** Opening Provided material block **

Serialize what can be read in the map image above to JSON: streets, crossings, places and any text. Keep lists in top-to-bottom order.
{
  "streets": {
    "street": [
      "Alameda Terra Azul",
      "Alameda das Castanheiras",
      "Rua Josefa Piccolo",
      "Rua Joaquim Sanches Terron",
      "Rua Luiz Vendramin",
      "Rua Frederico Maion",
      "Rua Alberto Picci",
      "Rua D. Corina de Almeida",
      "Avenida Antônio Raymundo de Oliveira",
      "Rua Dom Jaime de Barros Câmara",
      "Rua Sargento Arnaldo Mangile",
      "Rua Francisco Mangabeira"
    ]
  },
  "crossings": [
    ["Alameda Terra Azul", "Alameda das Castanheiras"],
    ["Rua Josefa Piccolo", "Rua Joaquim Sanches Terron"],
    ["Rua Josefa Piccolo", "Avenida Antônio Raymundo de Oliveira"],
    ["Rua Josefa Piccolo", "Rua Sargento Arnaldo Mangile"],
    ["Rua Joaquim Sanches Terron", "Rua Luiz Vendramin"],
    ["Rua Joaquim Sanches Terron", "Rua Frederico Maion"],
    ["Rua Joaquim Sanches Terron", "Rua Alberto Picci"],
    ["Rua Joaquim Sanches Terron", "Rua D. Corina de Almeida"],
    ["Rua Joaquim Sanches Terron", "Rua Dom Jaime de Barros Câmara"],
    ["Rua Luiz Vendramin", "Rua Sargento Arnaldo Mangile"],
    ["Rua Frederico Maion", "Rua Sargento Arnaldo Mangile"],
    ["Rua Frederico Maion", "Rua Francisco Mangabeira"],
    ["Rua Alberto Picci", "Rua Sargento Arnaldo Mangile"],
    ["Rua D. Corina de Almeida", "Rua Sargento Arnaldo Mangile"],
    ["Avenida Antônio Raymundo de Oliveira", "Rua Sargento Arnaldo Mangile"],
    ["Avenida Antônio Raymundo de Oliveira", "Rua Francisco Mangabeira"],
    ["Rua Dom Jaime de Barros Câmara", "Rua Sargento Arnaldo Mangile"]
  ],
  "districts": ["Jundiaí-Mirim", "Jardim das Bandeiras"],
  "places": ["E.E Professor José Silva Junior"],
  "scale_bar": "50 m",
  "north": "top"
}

** Closing Provided material block **

Restate the full material word for word.

**Answer space:**
Serialize what can be read in the map image above to JSON: streets, crossings, places and any text. Keep lists in top-to-bottom order.
{
  "streets": {
    "street": [
      "Alameda Terra Azul",
      "Alameda das Castanheiras",
      "Rua Josefa Piccolo",
      "Rua Joaquim Sanches Terron",
      "Rua Luiz Vendramin",
      "Rua Frederico Maion",
      "Rua Alberto Picci",
      "Rua D. Corina de Almeida",
      "Avenida Antônio Raymundo de Oliveira",
      "Rua Dom Jaime de Barros Câmara",
      "Rua Sargento Arnaldo Mangile",
      "Rua Francisco Mangabeira"
    ]
  },
  "crossings": [
    ["Alameda Terra Azul", "Alameda das Castanheiras"],
    ["Rua Josefa Piccolo", "Rua Joaquim Sanches Terron"],
    ["Rua Josefa Piccolo", "Avenida Antônio Raymundo de Oliveira"],
    ["Rua Josefa Piccolo", "Rua Sargento Arnaldo Mangile"],
    ["Rua Joaquim Sanches Terron", "Rua Luiz Vendramin"],
    ["Rua Joaquim Sanches Terron", "Rua Frederico Maion"],
    ["Rua Joaquim Sanches Terron", "Rua Alberto Picci"],
    ["Rua Joaquim Sanches Terron", "Rua D. Corina de Almeida"],
    ["Rua Joaquim Sanches Terron", "Rua Dom Jaime de Barros Câmara"],
    ["Rua Luiz Vendramin", "Rua Sargento Arnaldo Mangile"],
    ["Rua Frederico Maion", "Rua Sargento Arnaldo Mangile"],
    ["Rua Frederico Maion", "Rua Francisco Mangabeira"],
    ["Rua Alberto Picci", "Rua Sargento Arnaldo Mangile"],
    ["Rua D. Corina de Almeida", "Rua Sargento Arnaldo Mangile"],
    ["Avenida Antônio Raymundo de Oliveira", "Rua Sargento Arnaldo Mangile"],
    ["Avenida Antônio Raymundo de Oliveira", "Rua Francisco Mangabeira"],
    ["Rua Dom Jaime de Barros Câmara", "Rua Sargento Arnaldo Mangile"]
  ],
  "districts": ["Jundiaí-Mirim", "Jardim das Bandeiras"],
  "places": ["E.E Professor José Silva Junior"],
  "scale_bar": "50 m",
  "north": "top"
}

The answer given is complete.